Kenneth Hayes Miller was a revered and highly influential teacher at New York’s Art Students League from 1911 until 1952. He taught many artists who would ultimately surpass him in fame, they include George Bellows, Paul Cadmus, Edward Hopper and Rockwell Kent.

 

Although Miller participated in the Armory Show of 1913 and was one of the first artists to enter the Museum of Modern Art’s permanent collection, his style was distinctly traditional and antithetical to the modernists’ ideas. He studied art with William Merritt Chase and soon after began his own career as both painter and teacher.

 

Miller’s aesthetic was based on the theory that the back plane of a picture was important as an anchor and reference point for the forms that grew forward from it. He stressed that a painter who loses the sense of this plane will not be capable of giving his work substance and weight.

 

Casual Meeting is a prime example of Miller’s favorite subject matter—genteel urban women on the street, going about their business of shopping and socializing. The two figures in Casual Meeting display many of the artist’s interests: the hinted at voluptuousness of the women, their elaborate clothing and jewelry and the sculpted roundness of their faces. Miller’s belief that painting should be grounded in classical ideals is also apparent in Casual Meeting.

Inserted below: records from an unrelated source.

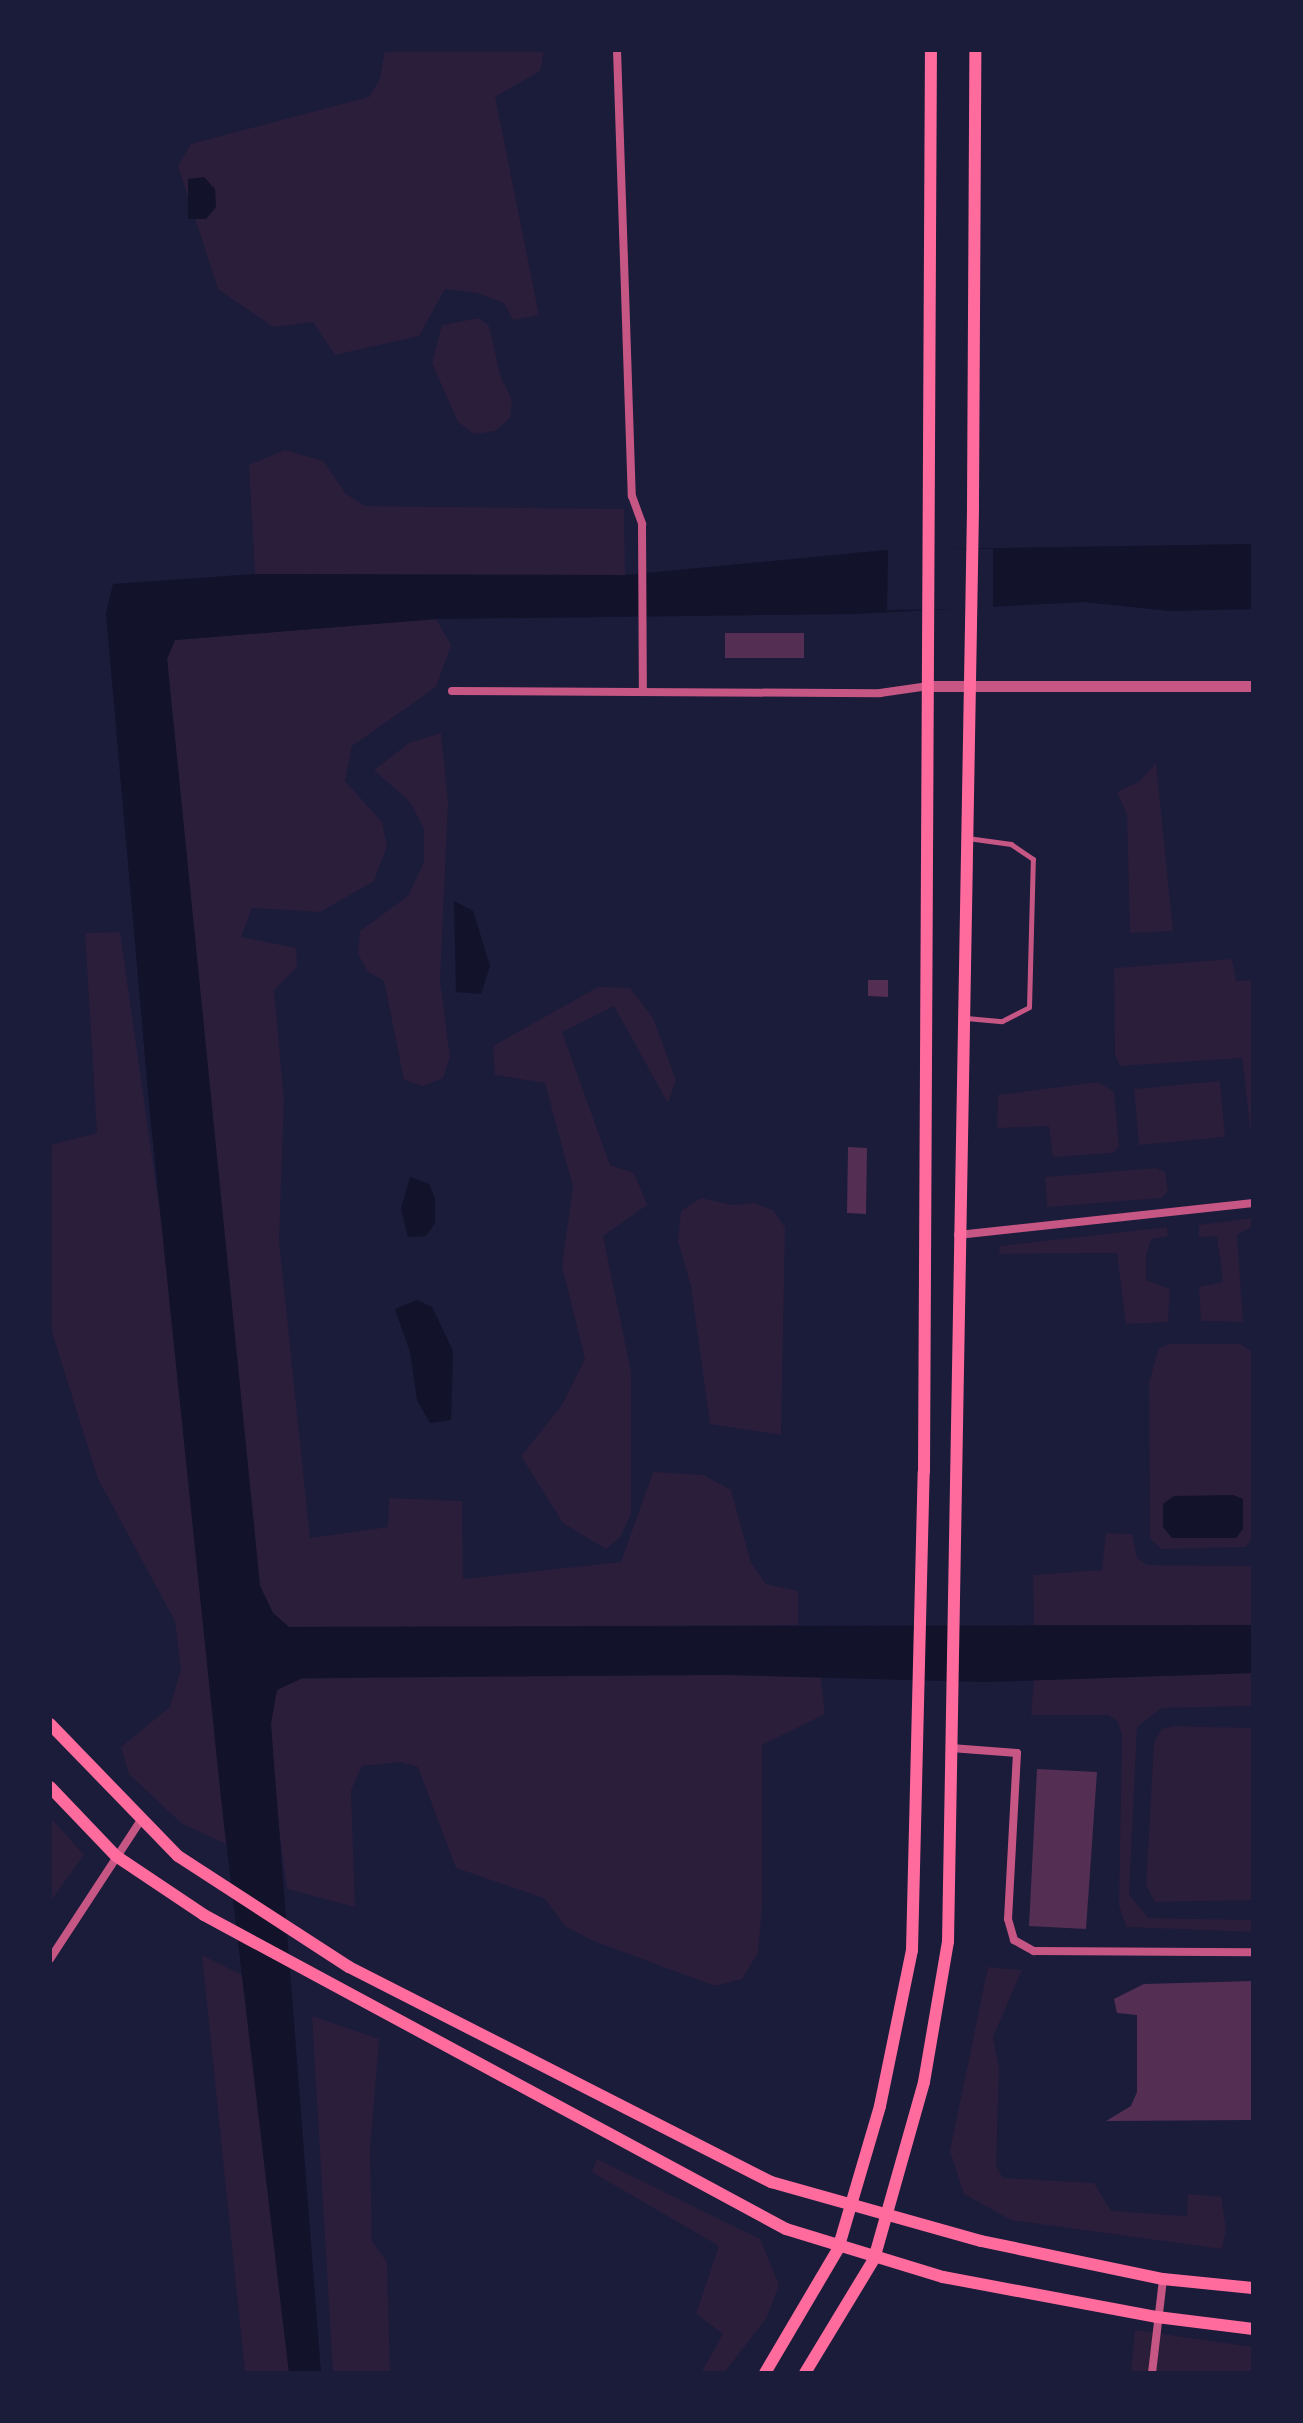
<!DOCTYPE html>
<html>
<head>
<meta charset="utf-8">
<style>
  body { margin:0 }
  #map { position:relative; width:1303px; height:2423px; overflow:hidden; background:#1b1b3a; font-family:Signika,sans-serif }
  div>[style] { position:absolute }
  .green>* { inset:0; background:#2a1e3b }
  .water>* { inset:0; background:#12122b }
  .pier>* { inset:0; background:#1b1b3a }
  .building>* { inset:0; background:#542f53 }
  .service>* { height:5px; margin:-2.5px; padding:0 2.5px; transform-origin:2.5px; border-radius:2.5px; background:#c65784 }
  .minor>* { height:8px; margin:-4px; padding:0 4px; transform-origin:4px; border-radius:4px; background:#c65784 }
  .tertiary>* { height:11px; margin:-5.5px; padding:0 5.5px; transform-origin:5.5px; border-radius:5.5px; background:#c65784 }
  .secondary>* { height:12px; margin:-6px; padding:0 6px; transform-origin:6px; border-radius:6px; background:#ff6b9d }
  span { translate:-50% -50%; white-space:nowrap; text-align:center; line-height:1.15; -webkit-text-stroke:7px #1b1b3a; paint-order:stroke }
  .frame { position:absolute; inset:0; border:52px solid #1b1b3a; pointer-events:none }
</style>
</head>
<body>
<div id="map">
  <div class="green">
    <i style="clip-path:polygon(385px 50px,544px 50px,540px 71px,495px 97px,539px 315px,513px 320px,504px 303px,477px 293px,445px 289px,419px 336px,335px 355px,313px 322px,273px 327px,218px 289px,178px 166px,191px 144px,369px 97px,380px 79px)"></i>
    <i style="clip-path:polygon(479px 318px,489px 326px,500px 375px,512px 400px,510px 418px,495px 431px,474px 434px,458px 422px,432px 363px,442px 325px)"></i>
    <i style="clip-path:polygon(285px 450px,323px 461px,346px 494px,365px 506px,624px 509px,625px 575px,255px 574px,249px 465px)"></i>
    <i style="clip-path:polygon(436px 619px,451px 645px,436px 687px,352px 746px,345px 781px,382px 822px,387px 846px,374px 881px,320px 912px,252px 908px,241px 937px,296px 948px,297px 967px,274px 990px,284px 1100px,279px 1241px,310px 1538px,388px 1527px,389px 1498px,462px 1501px,463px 1579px,621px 1562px,653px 1472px,704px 1475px,731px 1490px,751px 1563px,766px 1584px,798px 1591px,798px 1625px,288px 1627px,273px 1613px,260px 1586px,167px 658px,175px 640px)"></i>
    <i style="clip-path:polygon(441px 733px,448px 802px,440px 981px,450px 1057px,443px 1078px,423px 1086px,404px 1080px,384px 981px,368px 972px,358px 954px,360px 931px,408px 896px,424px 862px,424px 829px,410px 802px,374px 770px,409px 743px)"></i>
    <i style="clip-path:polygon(1156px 763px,1173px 931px,1130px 933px,1127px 814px,1117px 792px,1140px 781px)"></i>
    <i style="clip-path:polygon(120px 932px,162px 1227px,226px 1844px,181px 1823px,129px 1774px,121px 1747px,170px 1707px,181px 1669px,175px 1621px,98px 1479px,50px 1326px,50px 1145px,97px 1133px,85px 933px)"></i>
    <i style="clip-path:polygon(1232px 959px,1236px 981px,1253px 980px,1253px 1150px,1242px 1058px,1120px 1066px,1115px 1055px,1114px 968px)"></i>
    <i style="clip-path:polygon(598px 987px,630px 988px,653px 1018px,676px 1080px,668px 1103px,614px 1006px,562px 1032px,610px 1165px,634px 1173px,647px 1205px,603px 1236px,631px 1372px,631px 1514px,620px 1537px,606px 1549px,563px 1523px,521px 1456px,562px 1405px,585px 1359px,562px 1266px,573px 1187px,545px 1083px,495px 1075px,493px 1046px)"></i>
    <i style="clip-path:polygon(1220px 1081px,1225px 1137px,1139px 1145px,1134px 1089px)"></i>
    <i style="clip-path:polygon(1098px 1082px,1114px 1092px,1119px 1146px,1113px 1153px,1053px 1157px,1049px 1126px,997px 1128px,998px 1095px)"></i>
    <i style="clip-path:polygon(1156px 1168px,1165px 1172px,1168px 1191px,1162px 1198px,1047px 1207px,1045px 1177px)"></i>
    <i style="clip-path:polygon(701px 1198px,732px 1205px,754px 1203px,773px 1210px,785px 1228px,781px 1435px,710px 1424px,691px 1286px,678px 1241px,681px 1211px)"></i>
    <i style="clip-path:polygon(1253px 1218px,1253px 1226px,1237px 1235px,1243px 1322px,1201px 1321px,1199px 1287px,1223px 1282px,1217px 1236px,1199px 1237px,1199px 1225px)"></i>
    <i style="clip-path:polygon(1167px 1227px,1168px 1236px,1151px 1239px,1146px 1256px,1146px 1280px,1170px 1289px,1168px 1322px,1126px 1324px,1117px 1253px,999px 1254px,1000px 1246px)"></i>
    <i style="clip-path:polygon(1170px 1344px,1241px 1344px,1252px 1352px,1252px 1537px,1246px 1547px,1161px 1549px,1150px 1538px,1149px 1382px,1159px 1348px)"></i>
    <i style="clip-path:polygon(1106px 1533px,1132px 1534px,1137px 1558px,1147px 1565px,1253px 1566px,1253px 1625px,1034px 1625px,1033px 1575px,1102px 1570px)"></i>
    <i style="clip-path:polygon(820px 1670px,825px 1714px,762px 1745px,762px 1907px,758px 1953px,742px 1979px,715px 1986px,591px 1940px,565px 1926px,544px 1898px,456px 1868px,418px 1767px,401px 1762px,362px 1766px,351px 1790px,355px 1907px,287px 1889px,262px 1698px,295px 1679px)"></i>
    <i style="clip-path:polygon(1253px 1673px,1253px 1706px,1162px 1708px,1137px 1727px,1129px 1894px,1148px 1918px,1253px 1920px,1253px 1932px,1126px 1927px,1119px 1905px,1122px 1735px,1118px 1722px,1109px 1715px,1031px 1715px,1034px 1680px)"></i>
    <i style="clip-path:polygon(1174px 1726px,1253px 1728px,1253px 1900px,1155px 1902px,1146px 1886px,1154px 1742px,1162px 1729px)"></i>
    <i style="clip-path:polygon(50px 1817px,84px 1855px,50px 1902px)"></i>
    <i style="clip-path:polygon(202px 1955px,242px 1975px,289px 2373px,245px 2373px)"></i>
    <i style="clip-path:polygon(988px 1967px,1022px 1970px,993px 2037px,999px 2068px,996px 2166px,1003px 2178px,1094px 2183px,1111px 2211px,1187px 2216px,1188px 2194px,1221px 2197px,1226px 2229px,1222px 2249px,1011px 2220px,964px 2194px,950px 2151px)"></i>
    <i style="clip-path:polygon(312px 2016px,379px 2039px,370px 2150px,372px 2241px,387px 2262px,390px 2373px,333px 2373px)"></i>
    <i style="clip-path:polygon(597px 2159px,760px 2239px,779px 2285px,767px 2317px,724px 2373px,701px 2373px,723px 2334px,696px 2314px,719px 2246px,592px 2172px)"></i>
    <i style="clip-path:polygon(1135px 2330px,1253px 2347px,1253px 2373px,1131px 2373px)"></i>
  </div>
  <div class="water">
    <i style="clip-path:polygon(204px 177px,215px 189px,216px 207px,206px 219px,188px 219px,188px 179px)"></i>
    <i style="clip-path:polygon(1253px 544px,1253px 609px,1170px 611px,1084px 602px,855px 614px,436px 619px,175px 640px,167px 659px,260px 1586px,273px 1613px,289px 1627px,1253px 1625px,1253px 1673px,986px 1682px,724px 1675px,303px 1678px,277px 1690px,271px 1724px,321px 2373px,289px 2373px,221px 1798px,150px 1114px,106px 613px,113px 584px,255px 574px,625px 575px,886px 550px)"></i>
    <i style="clip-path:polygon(454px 901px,473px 911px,490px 966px,481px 994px,456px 992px)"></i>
    <i style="clip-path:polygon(410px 1177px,429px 1184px,435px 1198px,435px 1223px,426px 1236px,408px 1237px,401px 1209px)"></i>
    <i style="clip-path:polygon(417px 1300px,432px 1307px,453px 1351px,451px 1420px,430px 1423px,417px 1400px,410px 1352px,395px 1309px)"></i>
    <i style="clip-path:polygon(1233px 1495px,1243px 1499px,1243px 1529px,1236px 1538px,1172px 1538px,1163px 1527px,1163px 1504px,1174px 1496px)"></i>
  </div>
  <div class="pier">
    <i style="clip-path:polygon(888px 549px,993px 549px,993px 609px,887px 610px)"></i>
  </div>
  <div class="building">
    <i style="clip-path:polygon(725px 633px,804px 633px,804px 658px,725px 658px)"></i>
    <i style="clip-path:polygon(868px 980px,888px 980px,888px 997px,868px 996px)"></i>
    <i style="clip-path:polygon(848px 1147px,867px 1148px,866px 1214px,847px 1213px)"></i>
    <i style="clip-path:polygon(1037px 1769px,1097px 1772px,1086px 1929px,1029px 1926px)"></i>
    <i style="clip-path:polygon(1253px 1981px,1253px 2120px,1106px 2121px,1131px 2106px,1137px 2092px,1137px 2015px,1117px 2013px,1114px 1999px,1144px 1984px)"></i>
  </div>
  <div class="service">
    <i style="left:966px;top:1018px;width:36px;rotate:5deg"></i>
    <i style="left:1002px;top:1021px;width:30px;rotate:-27deg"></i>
    <i style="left:1029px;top:1007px;width:148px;rotate:-88.5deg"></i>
    <i style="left:1033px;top:859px;width:27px;rotate:-146deg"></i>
    <i style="left:1011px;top:844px;width:44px;rotate:-172.2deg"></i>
  </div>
  <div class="minor">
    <i style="left:617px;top:50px;width:446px;rotate:88.1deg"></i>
    <i style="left:632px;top:496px;width:30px;rotate:70deg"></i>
    <i style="left:642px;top:524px;width:168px;rotate:89.7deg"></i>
    <i style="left:452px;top:691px;width:428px;rotate:0.3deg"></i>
    <i style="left:880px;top:693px;width:49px;rotate:-8.3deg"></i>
    <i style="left:958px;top:1235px;width:297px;rotate:-6.2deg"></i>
    <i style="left:951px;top:1748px;width:66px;rotate:4.3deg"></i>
    <i style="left:1017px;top:1753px;width:166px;rotate:93.1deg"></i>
    <i style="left:1008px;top:1919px;width:22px;rotate:74deg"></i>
    <i style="left:1014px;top:1940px;width:23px;rotate:29deg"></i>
    <i style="left:1034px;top:1951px;width:219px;rotate:0.3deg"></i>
    <i style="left:50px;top:1959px;width:166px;rotate:-56.8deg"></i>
    <i style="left:1152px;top:2373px;width:95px;rotate:-83.3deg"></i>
  </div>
  <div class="tertiary">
    <i style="left:928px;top:686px;width:325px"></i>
  </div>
  <div class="secondary">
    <i style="left:50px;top:1724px;width:184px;rotate:45.9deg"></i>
    <i style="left:178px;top:1856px;width:204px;rotate:33deg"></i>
    <i style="left:349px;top:1967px;width:474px;rotate:27deg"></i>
    <i style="left:771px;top:2182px;width:218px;rotate:15.7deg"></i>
    <i style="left:981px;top:2241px;width:186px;rotate:11.8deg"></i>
    <i style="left:1163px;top:2279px;width:90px;rotate:5.7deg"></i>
    <i style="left:50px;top:1787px;width:95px;rotate:46.3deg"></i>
    <i style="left:116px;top:1856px;width:106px;rotate:33.8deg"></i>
    <i style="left:204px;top:1915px;width:661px;rotate:28.35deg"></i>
    <i style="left:786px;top:2229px;width:164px;rotate:17deg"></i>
    <i style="left:943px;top:2277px;width:218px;rotate:10.6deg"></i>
    <i style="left:1157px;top:2317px;width:97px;rotate:7.1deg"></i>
    <i style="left:765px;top:2373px;width:144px;rotate:-59.5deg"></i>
    <i style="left:838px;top:2249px;width:149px;rotate:-73.6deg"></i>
    <i style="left:880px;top:2106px;width:159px;rotate:-78.4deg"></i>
    <i style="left:912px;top:1950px;width:478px;rotate:-88.6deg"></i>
    <i style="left:924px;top:1472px;width:1422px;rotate:-89.72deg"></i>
    <i style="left:805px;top:2373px;width:133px;rotate:-58.8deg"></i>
    <i style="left:874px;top:2259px;width:184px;rotate:-74.2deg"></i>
    <i style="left:924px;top:2082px;width:142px;rotate:-80.3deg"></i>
    <i style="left:948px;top:1942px;width:1437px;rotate:-89deg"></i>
    <i style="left:973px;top:505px;width:455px;rotate:-89.7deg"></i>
  </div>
  <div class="frame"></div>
</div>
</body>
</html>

The application of paint and modeling of figures exemplify his conviction that painting must not radically change in method, but rather follow the examples of the masters of the past. (Some of Miller’s paintings are updated versions of Renaissance and 19th century French paintings.) What is new is the subject matter: primarily the women of his time and the opulence of their fashions, which, while of the moment, are also reminiscent of fabrics and accessories from earlier centuries.

 

Casual Meeting, like the artist’s other paintings of women, should not be taken as a social critique, although there is some humor to the opulence. It is obvious from his work that Miller had both a fascination for and attraction to these women. He was an artist with thorough knowledge of art history and technique, and he used it throughout his career to create charming paintings such as Casual Meeting, thereby returning us to a more gilded age and capturing a specific social milieu in the New York of the first half of the century.